Me detuve y me giré hacia él, viéndolo caminar hacia mí como si lo hiciera en cámara lenta. Su andar era sexy, masculino, malditamente seductor... Y por si fuera poco, estaba esa intensa mirada que me atraía y repelía la vez. No sabía si aquella atracción se debía al tiempo de abstinencia al que me había sometido la ausencia de Aarón, o si esa mañana en particular mis hormonas decidieron volverse locas, pero sin duda mi vecino me gustaba mucho.

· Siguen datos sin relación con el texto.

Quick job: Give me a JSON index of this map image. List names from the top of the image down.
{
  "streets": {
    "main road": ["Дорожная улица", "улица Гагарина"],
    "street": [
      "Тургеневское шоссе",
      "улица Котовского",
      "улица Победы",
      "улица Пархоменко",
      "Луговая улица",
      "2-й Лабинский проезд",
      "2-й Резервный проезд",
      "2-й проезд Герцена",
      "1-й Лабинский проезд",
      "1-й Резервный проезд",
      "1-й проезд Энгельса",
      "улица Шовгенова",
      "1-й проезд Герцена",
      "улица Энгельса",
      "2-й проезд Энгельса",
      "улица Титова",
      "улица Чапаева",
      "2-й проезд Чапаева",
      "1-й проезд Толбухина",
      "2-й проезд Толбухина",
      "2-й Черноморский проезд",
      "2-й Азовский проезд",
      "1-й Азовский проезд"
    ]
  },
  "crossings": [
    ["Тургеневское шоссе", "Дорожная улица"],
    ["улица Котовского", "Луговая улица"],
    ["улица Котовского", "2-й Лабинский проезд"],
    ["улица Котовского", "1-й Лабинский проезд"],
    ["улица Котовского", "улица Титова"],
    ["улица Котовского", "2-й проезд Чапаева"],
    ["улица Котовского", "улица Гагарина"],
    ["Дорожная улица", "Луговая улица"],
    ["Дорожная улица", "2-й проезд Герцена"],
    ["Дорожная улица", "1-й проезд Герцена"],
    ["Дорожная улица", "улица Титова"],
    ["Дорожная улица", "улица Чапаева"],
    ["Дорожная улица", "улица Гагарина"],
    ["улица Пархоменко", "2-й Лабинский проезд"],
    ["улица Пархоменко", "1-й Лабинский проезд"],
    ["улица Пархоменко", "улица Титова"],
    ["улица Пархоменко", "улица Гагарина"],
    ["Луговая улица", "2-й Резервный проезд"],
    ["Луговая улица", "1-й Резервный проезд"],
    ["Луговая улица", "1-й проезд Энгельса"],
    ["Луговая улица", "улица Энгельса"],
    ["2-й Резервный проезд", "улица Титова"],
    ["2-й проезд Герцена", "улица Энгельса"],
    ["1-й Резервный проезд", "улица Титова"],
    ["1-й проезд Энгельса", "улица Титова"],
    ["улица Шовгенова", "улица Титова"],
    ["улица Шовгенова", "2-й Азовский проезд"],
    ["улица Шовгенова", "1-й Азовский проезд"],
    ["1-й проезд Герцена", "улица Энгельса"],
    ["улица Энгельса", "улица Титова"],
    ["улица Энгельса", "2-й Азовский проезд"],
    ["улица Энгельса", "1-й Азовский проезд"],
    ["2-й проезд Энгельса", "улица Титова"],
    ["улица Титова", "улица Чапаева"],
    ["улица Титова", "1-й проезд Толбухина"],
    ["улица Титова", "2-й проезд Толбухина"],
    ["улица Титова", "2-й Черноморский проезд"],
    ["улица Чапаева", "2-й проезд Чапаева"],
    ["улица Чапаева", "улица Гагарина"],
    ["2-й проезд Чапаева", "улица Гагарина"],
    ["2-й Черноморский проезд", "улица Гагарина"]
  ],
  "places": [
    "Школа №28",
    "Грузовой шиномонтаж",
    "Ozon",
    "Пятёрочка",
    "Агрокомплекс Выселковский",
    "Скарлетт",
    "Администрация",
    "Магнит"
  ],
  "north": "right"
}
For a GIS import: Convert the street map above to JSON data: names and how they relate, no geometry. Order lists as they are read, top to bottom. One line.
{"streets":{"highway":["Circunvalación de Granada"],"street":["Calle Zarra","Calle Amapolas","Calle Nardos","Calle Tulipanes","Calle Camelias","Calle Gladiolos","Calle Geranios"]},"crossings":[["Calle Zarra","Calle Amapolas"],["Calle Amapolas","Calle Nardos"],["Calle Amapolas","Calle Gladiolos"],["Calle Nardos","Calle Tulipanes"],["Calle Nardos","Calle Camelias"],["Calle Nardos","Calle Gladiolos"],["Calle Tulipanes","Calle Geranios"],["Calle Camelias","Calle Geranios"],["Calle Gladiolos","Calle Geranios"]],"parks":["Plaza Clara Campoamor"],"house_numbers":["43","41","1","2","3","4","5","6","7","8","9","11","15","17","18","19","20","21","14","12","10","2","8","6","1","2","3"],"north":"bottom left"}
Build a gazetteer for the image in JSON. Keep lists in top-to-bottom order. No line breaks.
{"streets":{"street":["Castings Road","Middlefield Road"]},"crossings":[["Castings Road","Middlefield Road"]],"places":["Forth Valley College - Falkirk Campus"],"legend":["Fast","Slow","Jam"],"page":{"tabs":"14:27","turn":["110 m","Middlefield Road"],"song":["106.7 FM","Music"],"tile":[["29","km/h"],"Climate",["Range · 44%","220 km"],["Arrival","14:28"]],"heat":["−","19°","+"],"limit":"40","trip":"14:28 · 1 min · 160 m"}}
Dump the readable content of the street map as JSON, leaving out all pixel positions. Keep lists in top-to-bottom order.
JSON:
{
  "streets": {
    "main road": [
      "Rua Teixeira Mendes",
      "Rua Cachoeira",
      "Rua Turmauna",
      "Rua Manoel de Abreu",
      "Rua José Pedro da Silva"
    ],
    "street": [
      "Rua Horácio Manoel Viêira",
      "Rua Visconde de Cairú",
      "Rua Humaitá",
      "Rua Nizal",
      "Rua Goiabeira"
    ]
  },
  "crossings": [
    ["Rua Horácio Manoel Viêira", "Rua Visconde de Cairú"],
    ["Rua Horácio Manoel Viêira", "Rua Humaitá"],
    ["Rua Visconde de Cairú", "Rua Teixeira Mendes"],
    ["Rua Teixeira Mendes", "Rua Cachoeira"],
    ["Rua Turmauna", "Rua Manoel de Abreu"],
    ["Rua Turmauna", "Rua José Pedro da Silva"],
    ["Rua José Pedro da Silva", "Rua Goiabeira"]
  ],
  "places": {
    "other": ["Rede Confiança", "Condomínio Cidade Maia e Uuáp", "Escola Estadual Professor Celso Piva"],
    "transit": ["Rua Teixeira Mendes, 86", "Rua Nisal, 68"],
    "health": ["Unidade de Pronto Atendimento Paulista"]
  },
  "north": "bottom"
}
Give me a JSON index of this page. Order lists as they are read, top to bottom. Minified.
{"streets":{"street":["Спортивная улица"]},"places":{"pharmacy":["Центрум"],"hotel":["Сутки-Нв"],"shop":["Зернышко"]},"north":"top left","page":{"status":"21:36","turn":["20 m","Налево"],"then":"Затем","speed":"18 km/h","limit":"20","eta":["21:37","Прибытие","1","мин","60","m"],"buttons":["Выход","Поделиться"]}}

—Creo que te conozco —dijo cuando estaba a cinco pasos de mí. Su voz coincidía con su aspecto, era fuerte y poderosa como los músculos que ostentaba, esos que se habían llenado de polvo y que quería limpiar con mi lengua.

¡Dios, Audrey! En serio. ¿Qué m****a pasa contigo hoy?

—¿¡Ah, sí!? Espero que no me salgas con el viejo chiste de que soy Scarlet Johansson porque te juro que patearé tu culo. —No bromeaba.

—No, tú eres Audrey Gunnar, la hija de Jace —aseveró con una casi sonrisa que se esfumó cuando lo miré con el ceño fruncido.

—¿Quién eres tú?

¿Cómo sabe quién soy, si yo no lo conozco a él?

Bueno, tal vez alguien le habló de la rubia del taller Gunnar, era la única mecánica en West.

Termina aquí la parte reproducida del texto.